Rogers’ name may well ring a bell with older theater fans, particularly among readers with a background in the region’s college theater. As a playwright, he was already producing worthwhile work during his undergraduate degree at UNC-Chapel Hill in the mid-1990s.
After his move to New York, Rogers’ works slowly gained greater recognition. An early favorable mention in the New York Times for an entry to a feminist play festival led to further opportunities. The Times and publications including Time Out New York and Back Stage favored his work in subsequent years at the New York International Fringe Festival and other off-Broadway venues. At present, an off-off Broadway company, Gideon Productions, is in the midst of staging his new three-play sequence, The Honeycomb Trilogy. The first installment, Advance Man, ran in January. Part two, Blast Radius, premieres at the end of March, with production of the final play, Sovereign, scheduled for this June.
Hope Hynes Love, regional actor, director and drama teacher at East Chapel Hill High School, didn’t know Rogers during his time in Chapel Hill.

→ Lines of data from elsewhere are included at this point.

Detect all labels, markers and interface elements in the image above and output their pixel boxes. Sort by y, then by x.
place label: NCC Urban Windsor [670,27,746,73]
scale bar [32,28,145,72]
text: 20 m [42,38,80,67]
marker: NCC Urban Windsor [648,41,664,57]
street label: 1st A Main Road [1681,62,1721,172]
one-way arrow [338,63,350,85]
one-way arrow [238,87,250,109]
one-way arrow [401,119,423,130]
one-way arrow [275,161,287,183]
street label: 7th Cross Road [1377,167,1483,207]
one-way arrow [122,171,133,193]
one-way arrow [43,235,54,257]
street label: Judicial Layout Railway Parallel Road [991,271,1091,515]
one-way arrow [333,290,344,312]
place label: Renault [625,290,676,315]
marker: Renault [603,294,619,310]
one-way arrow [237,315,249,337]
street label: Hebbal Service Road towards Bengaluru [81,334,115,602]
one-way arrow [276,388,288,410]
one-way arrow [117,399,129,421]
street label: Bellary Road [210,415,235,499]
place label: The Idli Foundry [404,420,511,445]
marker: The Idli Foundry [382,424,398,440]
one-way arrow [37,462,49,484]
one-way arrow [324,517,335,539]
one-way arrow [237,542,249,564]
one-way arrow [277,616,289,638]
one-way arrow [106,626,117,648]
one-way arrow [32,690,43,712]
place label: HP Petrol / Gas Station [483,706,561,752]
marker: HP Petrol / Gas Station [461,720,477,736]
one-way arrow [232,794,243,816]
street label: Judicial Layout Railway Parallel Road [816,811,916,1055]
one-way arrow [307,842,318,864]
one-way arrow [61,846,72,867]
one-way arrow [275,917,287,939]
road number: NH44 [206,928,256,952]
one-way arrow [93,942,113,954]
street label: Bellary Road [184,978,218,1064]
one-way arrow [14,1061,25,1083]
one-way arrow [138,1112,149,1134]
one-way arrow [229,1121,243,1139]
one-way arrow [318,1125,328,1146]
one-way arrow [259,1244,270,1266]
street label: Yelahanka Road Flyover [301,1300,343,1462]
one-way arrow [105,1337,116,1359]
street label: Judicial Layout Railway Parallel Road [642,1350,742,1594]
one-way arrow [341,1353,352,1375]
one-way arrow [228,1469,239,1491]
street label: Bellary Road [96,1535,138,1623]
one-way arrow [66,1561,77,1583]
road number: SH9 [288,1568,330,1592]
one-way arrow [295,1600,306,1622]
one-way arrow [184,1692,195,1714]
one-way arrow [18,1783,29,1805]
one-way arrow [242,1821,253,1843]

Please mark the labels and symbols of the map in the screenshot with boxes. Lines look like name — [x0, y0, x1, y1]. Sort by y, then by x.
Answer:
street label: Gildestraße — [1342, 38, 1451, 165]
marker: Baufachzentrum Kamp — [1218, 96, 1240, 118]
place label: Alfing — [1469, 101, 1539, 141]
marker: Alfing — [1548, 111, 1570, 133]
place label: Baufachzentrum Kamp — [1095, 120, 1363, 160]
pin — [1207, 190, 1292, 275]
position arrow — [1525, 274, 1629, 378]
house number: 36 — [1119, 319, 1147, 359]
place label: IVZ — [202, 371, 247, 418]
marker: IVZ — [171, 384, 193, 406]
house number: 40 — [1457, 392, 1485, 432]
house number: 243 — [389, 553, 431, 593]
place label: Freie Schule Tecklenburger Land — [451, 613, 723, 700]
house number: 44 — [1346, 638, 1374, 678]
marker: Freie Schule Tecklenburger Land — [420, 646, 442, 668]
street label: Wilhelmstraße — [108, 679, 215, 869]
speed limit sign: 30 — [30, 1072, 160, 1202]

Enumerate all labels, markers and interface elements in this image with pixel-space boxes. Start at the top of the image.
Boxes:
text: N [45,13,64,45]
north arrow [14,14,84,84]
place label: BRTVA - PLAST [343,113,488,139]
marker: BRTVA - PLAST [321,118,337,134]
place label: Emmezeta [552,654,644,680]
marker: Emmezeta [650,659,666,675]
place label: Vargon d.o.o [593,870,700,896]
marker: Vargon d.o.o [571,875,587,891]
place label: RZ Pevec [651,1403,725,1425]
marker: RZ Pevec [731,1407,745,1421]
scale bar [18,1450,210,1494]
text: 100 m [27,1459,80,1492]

In fact, she might have never come across his work without the help of New York’s famed Drama Book Shop. Love budgets a sizeable amount each year to maintain what she terms a collegiate-quality library of scripts for her students. “I usually ask them what the college students and MFA students are reading,” Love says. “They tend to have roles for my kids.”
A clerk there recommended an anthology with Rogers’ Universal Robots script. Love loved the script, and immediately began asking for the rights.
What Love terms “a robot religious pageant about the genocide of the human race, and why it should never happen again” ultimately asks two questions: what it is to be human—and what it means to be humane.
A student cast pursues answers—in a work that’s far from typical high school drama fare—tonight through Saturday. And the playwright will be there when they do: Rogers will be at Friday’s performance, and will participate in a talkback with the cast, audience and NC State “biobot” researcher Alper Bozkurt after the show.